Looking for an alternative proof of the angle difference expansion I have thought about this for a while and have no progress.
Does there exist a purely Euclidean Geometric proof of the Angle Difference expansion for Sine and Cosine, for Obtuse angles?
 A: Here's a hint, in the form of adapting my Angle-Sum diagram to a couple of obtuse cases. Perhaps they'll guide you to adapting my Angle-Difference diagram appropriately.

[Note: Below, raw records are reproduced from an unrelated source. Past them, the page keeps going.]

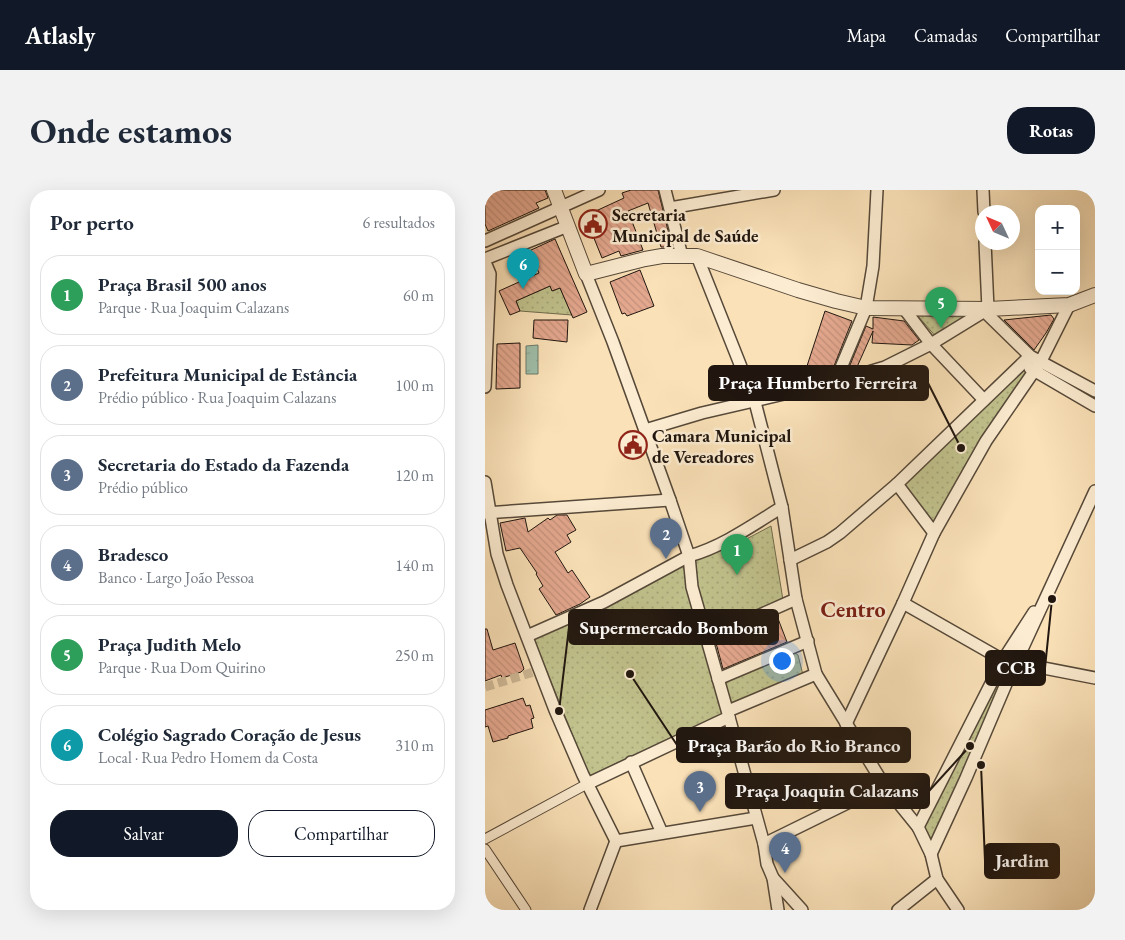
<!DOCTYPE html>
<html lang="pt">
<meta charset="utf-8">
<style>
:root{--surface:#fff;--page:#f2f2f3;--text:#1f2937;--muted:#747a83;--line:#e0e1e3;--accent:#111827}
body{margin:0;font-family:"EB Garamond",serif;background:var(--page);color:var(--text)}
.controls{position:absolute;right:15px;top:15px;display:grid;overflow:hidden;border-radius:10px;box-shadow:0 5px 20px #0002}
.controls button{width:45px;height:45px;display:grid;place-items:center;padding:0;border:0;border-bottom:1px solid var(--line);background:var(--surface);color:var(--text);font:25px sans-serif}
.compass{position:absolute;left:490px;top:15px;width:45px;height:45px;border-radius:50%;background:var(--surface);box-shadow:0 5px 20px #0002;rotate:314deg}
.you{position:absolute;left:296px;top:470px;width:18px;height:18px;margin:-12px;border:4px solid #fff;border-radius:50%;background:#1a73e8;box-shadow:0 0 0 8px #1a73e833}
.badge{display:grid;place-items:center;width:32px;height:32px;border-radius:50%;background:var(--accent);color:#fff;font-size:16px;font-weight:700}
.pin{position:absolute;translate:-50% -41px;filter:drop-shadow(0 1px 2px #0008)}
.pin::after{content:'';position:absolute;top:26px;width:18px;height:15px;background:inherit;clip-path:polygon(0 0,100% 0,50% 100%)}
.list{margin:0;padding:0;list-style:none}
h2{display:flex;justify-content:space-between;align-items:center;height:65px;margin:0;padding:0 20px;font-size:21px}
h2 small{font-size:16px;font-weight:400;color:var(--muted)}
.list li{display:grid;grid-template-columns:32px 1fr auto;gap:15px;align-items:center;box-sizing:border-box;height:80px;margin:0 10px 10px;padding:0 10px;border:1px solid var(--line);border-radius:20px}
.list b{display:block;font-size:19px;white-space:nowrap}
.list p{margin:0;font-size:16px;white-space:nowrap;color:var(--muted)}
.list em{font-size:16px;font-style:normal;color:var(--muted)}
.actions{display:flex;gap:10px;padding:15px 20px}
.actions a{flex:1;padding:11px 0;border:1px solid var(--accent);border-radius:20px;text-align:center;font-size:18px;color:var(--accent)}
.actions .main{background:var(--accent);color:#fff}
.map{position:relative;flex:none;width:610px;height:720px;overflow:hidden;border-radius:20px}
header{display:flex;align-items:center;gap:30px;box-sizing:border-box;height:70px;padding:0 25px;background:var(--accent);color:#fff}
header strong{font-size:24px}
nav{display:flex;gap:28px;margin-inline-start:auto;font-size:18px}
.intro{display:flex;align-items:center;justify-content:space-between;box-sizing:border-box;height:120px;padding:0 30px}
h1{margin:0;font-size:35px}
.button{padding:12px 22px;border-radius:20px;background:var(--accent);color:#fff;font-size:18px;font-weight:700}
main{display:flex;gap:30px;padding:0 30px}
aside{flex:1;background:var(--surface);border-radius:20px;box-shadow:0 5px 20px #0002}
.map>svg:first-child{display:block}
.park{fill:url(#park-dots);stroke:#706c4e}
.water{fill:url(#water-ripples);stroke:#6c7b6b}
.building{fill:url(#building-back-hatch);stroke:#20160f}
.lines{fill:none;stroke-linecap:round;stroke-linejoin:round}
.pedestrian-tunnel{stroke:#ceb896;stroke-width:9;stroke-dasharray:9 4.5;stroke-linecap:butt}
.pedestrian-casing{stroke:#564939;stroke-width:11}
.minor-casing{stroke:#564939;stroke-width:14}
.tertiary-casing{stroke:#564939;stroke-width:16}
.pedestrian{stroke:#fcecd1;stroke-width:9}
.minor{stroke:#fcecd1;stroke-width:11}
.tertiary{stroke:#fcecd1;stroke-width:14}
.labels{text-anchor:middle;dominant-baseline:central;stroke-width:5;stroke-linejoin:round;paint-order:stroke}
.poi-label{font-size:18px;font-weight:bold;fill:#20160f;stroke:#fcecd1;text-anchor:start}
.district-label{font-size:22px;font-weight:bold;fill:#7a1f14;stroke:#fcecd1}
.leader{fill:none;stroke:#20160f;stroke-width:2}
.callout-dot{fill:#20160f;stroke:#fcecd1;stroke-width:2}
.callout{fill:#20160f;stroke:#20160f;stroke-width:2}
.callout-label{font-size:19px;text-anchor:middle;font-weight:bold;fill:#fff}
</style>
<header>
<strong>Atlasly</strong>
<nav><a>Mapa</a><a>Camadas</a><a>Compartilhar</a></nav>
</header>
<div class="intro"><h1>Onde estamos</h1><a class="button">Rotas</a></div>
<main>
<aside>
<h2>Por perto<small>6 resultados</small></h2>
<ul class="list">
<li><span class="badge" style="background:#2e9e5b">1</span><div><b>Praça Brasil 500 anos</b><p>Parque · Rua Joaquim Calazans</p></div><em>60 m</em></li>
<li><span class="badge" style="background:#5c6f8a">2</span><div><b>Prefeitura Municipal de Estância</b><p>Prédio público · Rua Joaquim Calazans</p></div><em>100 m</em></li>
<li><span class="badge" style="background:#5c6f8a">3</span><div><b>Secretaria do Estado da Fazenda</b><p>Prédio público</p></div><em>120 m</em></li>
<li><span class="badge" style="background:#5c6f8a">4</span><div><b>Bradesco</b><p>Banco · Largo João Pessoa</p></div><em>140 m</em></li>
<li><span class="badge" style="background:#2e9e5b">5</span><div><b>Praça Judith Melo</b><p>Parque · Rua Dom Quirino</p></div><em>250 m</em></li>
<li><span class="badge" style="background:#0f9aa8">6</span><div><b>Colégio Sagrado Coração de Jesus</b><p>Local · Rua Pedro Homem da Costa</p></div><em>310 m</em></li>
</ul>
<div class="actions"><a class="main">Salvar</a><a>Compartilhar</a></div>
</aside>
<div class="map">
<svg width="610" height="720" viewBox="0 0 610 720">
<defs>
<pattern id="park-dots" width="8" height="8" patternUnits="userSpaceOnUse" patternTransform="scale(1.25)"><rect width="8" height="8" fill="#c1c28d"/><path d="M2 2h.1M6 6h.1" fill="none" stroke="#a6a678" stroke-width="1.8" stroke-linecap="round"/></pattern>
<pattern id="water-ripples" width="26" height="14" patternUnits="userSpaceOnUse" patternTransform="scale(1.25)"><rect width="26" height="14" fill="#9fbea9"/><path d="M2 4q2-2 4 0t4 0M15 11q2-2 4 0t4 0" fill="none" stroke="#89a390"/></pattern>
<pattern id="building-back-hatch" width="6" height="6" patternUnits="userSpaceOnUse" patternTransform="scale(1.25)"><rect width="6" height="6" fill="#e4a88f"/><path d="M-1 5l2 2M0 0l6 6M5-1l2 2" fill="none" stroke="#c3907a"/></pattern>
</defs>
<rect width="100%" height="100%" fill="#fae1b8"/>
<filter id="stains"><feTurbulence type="fractalNoise" baseFrequency=".004" numOctaves="4"/><feColorMatrix values="0 0 0 0 .2 0 0 0 0 .09 0 0 0 0 .02 0 0 0 .5 -.17"/></filter>
<radialGradient id="worn" r=".72"><stop offset=".6" stop-color="#630" stop-opacity="0"/><stop offset="1" stop-color="#630" stop-opacity=".3"/></radialGradient>
<!-- park -->
<g class="park">
<polygon points="65,96 68,101 75,98 87,125 35,121 31,111"/>
<polygon points="433,126 484,127 452,148"/>
<polygon points="538,173 550,177 450,344 406,297"/>
<polygon points="286,336 298,410 225,442 206,370 252,354"/>
<polygon points="198,375 217,450 239,523 104,586 49,449 123,416"/>
<polygon points="310,463 313,465 320,493 284,510 248,523 238,490"/>
<polygon points="519,475 526,477 448,653 438,634"/>
</g>
<!-- water -->
<polygon class="water" points="53,155 53,184 41,184 41,156"/>
<!-- building -->
<g class="building">
<polygon points="0,0 60,0 63,8 51,13 54,18 3,41 0,34"/>
<polygon points="146,0 173,0 187,57 176,57 163,13 143,21 158,60 136,66 134,61 117,68 100,26 139,8 137,3"/>
<polygon points="70,49 102,122 88,128 75,98 67,101 65,96 31,111 35,121 25,125 14,101 54,83 48,69 37,74 33,66"/>
<polygon points="155,80 169,116 142,126 140,123 137,124 125,92"/>
<polygon points="340,121 367,131 345,186 340,187 334,185 333,187 324,184 326,177 322,176"/>
<polygon points="566,125 569,129 561,143 549,160 519,130"/>
<polygon points="388,127 419,131 434,150 427,155 387,153 388,141 372,177 363,180 381,136 388,139"/>
<polygon points="49,130 83,130 82,152 48,148"/>
<polygon points="35,153 35,198 11,199 12,154"/>
<polygon points="72,325 82,325 91,340 82,345 86,352 70,362 83,383 87,380 105,407 95,414 71,425 54,399 58,396 51,384 52,383 35,358 21,361 15,333 40,328 43,342 63,328 65,330"/>
<polygon points="292,426 302,452 238,479 231,453"/>
<polygon points="0,439 2,439 8,460 30,453 39,479 36,482 17,488 16,485 0,491"/>
<polygon points="38,508 41,516 45,515 49,528 46,529 48,538 23,546 23,548 8,552 3,536 0,537 0,520"/>
</g>
<g class="lines">
<!-- pedestrian-tunnel -->
<polyline class="pedestrian-tunnel" points="0,497 55,480"/>
<defs>
<g id="pedestrian">
<polyline points="0,649 102,594"/>
<polyline points="0,659 41,720"/>
</g>
<g id="minor">
<polyline points="180,0 197,66"/>
<polyline points="498,0 499,22"/>
<polyline points="185,18 289,0"/>
<polyline points="0,51 114,0"/>
<polyline points="212,66 270,212 297,317 311,409 331,484 399,595 433,637 446,664 452,689 473,720"/>
<polyline points="0,69 83,36"/>
<polyline points="0,72 5,84 0,197"/>
<polyline points="101,84 128,152 185,310 204,366 207,397 244,527 102,594"/>
<polyline points="420,120 446,154 499,210"/>
<polyline points="500,122 545,166 610,201"/>
<polyline points="545,166 412,294 449,343 501,251 556,171 584,115"/>
<polyline points="545,178 610,216"/>
<polyline points="350,192 381,118 388,76 392,0"/>
<polyline points="160,240 217,223 350,192 400,177 446,154 503,119 500,52"/>
<polyline points="0,292 12,364 22,395 70,520 98,585 131,651"/>
<polyline points="0,323 185,310"/>
<polyline points="305,370 342,352 355,343 412,294"/>
<polyline points="418,413 518,470 610,488"/>
<path d="M 42,446 L 119,412 L 204,366 C 237,357 268,335 297,317"/>
<polyline points="221,449 311,409"/>
<polyline points="233,489 323,451"/>
<polyline points="243,521 331,484"/>
<polyline points="244,527 279,654 282,674 288,688 293,720"/>
<polyline points="361,534 418,413 449,343"/>
<polyline points="146,572 177,643"/>
<polyline points="433,637 518,470 549,422"/>
<polyline points="131,651 271,628"/>
<polyline points="279,654 399,595"/>
<polyline points="446,664 481,588 521,494 610,301"/>
<polyline points="288,688 317,720"/>
<polyline points="105,720 131,651"/>
<polyline points="413,720 452,689"/>
</g>
<polyline id="tertiary" points="69,0 101,84 160,69 177,66 212,66 313,100 351,111 381,118 503,119 584,115 610,105"/>
</defs>
<!-- pedestrian casing -->
<use href="#pedestrian" class="pedestrian-casing"/>
<!-- minor casing -->
<use href="#minor" class="minor-casing"/>
<!-- tertiary casing -->
<use href="#tertiary" class="tertiary-casing"/>
<!-- pedestrian -->
<use href="#pedestrian" class="pedestrian"/>
<!-- minor -->
<use href="#minor" class="minor"/>
<!-- tertiary -->
<use href="#tertiary" class="tertiary"/>
</g>
<!-- icons -->
<defs>
<symbol id="civic-ring" viewBox="-11 -11 22 22"><circle r="9.5" fill="#fcecd1" stroke="#8f2418" stroke-width="1.5"/><path d="M-.6-6.5H3V-4.5H.6V-3L4-1V1h2V6H-6V1h2V-1L-.6-3ZM-1.2 2.5V6h2.4V2.5Z" fill="#8f2418"/></symbol>
</defs>
<g fill-rule="evenodd">
<use href="#civic-ring" x="92" y="18" width="32" height="32"/>
<use href="#civic-ring" x="132" y="239" width="32" height="32"/>
</g>
<g class="labels">
<!-- poi labels -->
<g class="poi-label">
<text x="127" y="24">Secretaria<tspan x="127" dy="21">Municipal de Saúde</tspan></text>
<text x="167" y="245">Camara Municipal<tspan x="167" dy="21">de Vereadores</tspan></text>
</g>
<!-- district labels -->
<g class="district-label">
<text x="368" y="419">Centro</text>
</g>
</g>
<!-- callouts -->
<path class="leader" d="M476 258L443 193M74 521L84 437M567 409L560 478M145 484L192 555M485 556L444 601M496 575L500 671"/>
<g class="callout-dot">
<circle cx="476" cy="258" r="5"/>
<circle cx="74" cy="521" r="5"/>
<circle cx="567" cy="409" r="5"/>
<circle cx="145" cy="484" r="5"/>
<circle cx="485" cy="556" r="5"/>
<circle cx="496" cy="575" r="5"/>
</g>
<g class="callout">
<rect x="224" y="176" width="219" height="34" rx="5"/>
<rect x="84" y="420" width="209" height="34" rx="5"/>
<rect x="501" y="461" width="59" height="34" rx="5"/>
<rect x="192" y="538" width="233" height="34" rx="5"/>
<rect x="241" y="584" width="203" height="34" rx="5"/>
<rect x="500" y="654" width="74" height="34" rx="5"/>
</g>
<g class="callout-label">
<text x="333" y="199">Praça Humberto Ferreira</text>
<text x="189" y="444">Supermercado Bombom</text>
<text x="531" y="484">CCB</text>
<text x="309" y="562">Praça Barão do Rio Branco</text>
<text x="342" y="607">Praça Joaquin Calazans</text>
<text x="537" y="677">Jardim</text>
</g>
<rect width="100%" height="100%" filter="url(#stains)"/>
<rect width="100%" height="100%" fill="url(#worn)"/>
</svg>
<div class="controls">
<button>+</button>
<button>−</button>
</div>
<svg class="compass" viewBox="-18 -18 36 36"><path d="M0-13l5 13h-10z" fill="#e53935"/><path d="M0 13l5-13h-10z" fill="#747a83"/></svg>
<div class="you"></div>
<div class="pin badge" style="left:252px;top:385px;background:#2e9e5b">1</div>
<div class="pin badge" style="left:181px;top:369px;background:#5c6f8a">2</div>
<div class="pin badge" style="left:215px;top:622px;background:#5c6f8a">3</div>
<div class="pin badge" style="left:300px;top:683px;background:#5c6f8a">4</div>
<div class="pin badge" style="left:456px;top:138px;background:#2e9e5b">5</div>
<div class="pin badge" style="left:38px;top:99px;background:#0f9aa8">6</div>
</div>
</main>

Non-Obtuse $\alpha$ and $\beta$, with Obtuse $\alpha+\beta$:
 
$$\begin{align}
\phantom{|}\sin(\alpha+\beta)\phantom{|} &= \sin\alpha \cos \beta + \cos\alpha \sin \beta \\[6pt]
|\cos(\alpha+\beta)| &= \sin\alpha \sin\beta - \cos\alpha \cos\beta \\
\to\qquad \phantom{|}\cos(\alpha+\beta)\phantom{|} &= \cos\alpha \cos\beta - \sin\alpha \sin\beta 
\end{align}$$

Non-Obtuse $\alpha$, with Obtuse $\beta$ and $\alpha+\beta \leq 180^\circ$:

$$\begin{align}
\phantom{|}\sin(\alpha+\beta)\phantom{|} &= \cos\alpha\sin\beta - \sin\alpha\,|\cos\beta| \\
\to\quad \phantom{|}\sin(\alpha+\beta)\phantom{|} &= \sin\alpha \cos\beta + \cos\alpha \sin\beta \\[6pt]
|\cos(\alpha+\beta)| &= \cos\alpha\,|\cos\beta| + \sin\alpha \sin\beta \\
\to\quad \phantom{|}\cos(\alpha+\beta)\phantom{|} &= \cos\alpha\cos\beta - \sin\alpha\sin\beta
\end{align}$$

The cases for $\alpha+\beta > 180^\circ$ are left as exercises to the reader.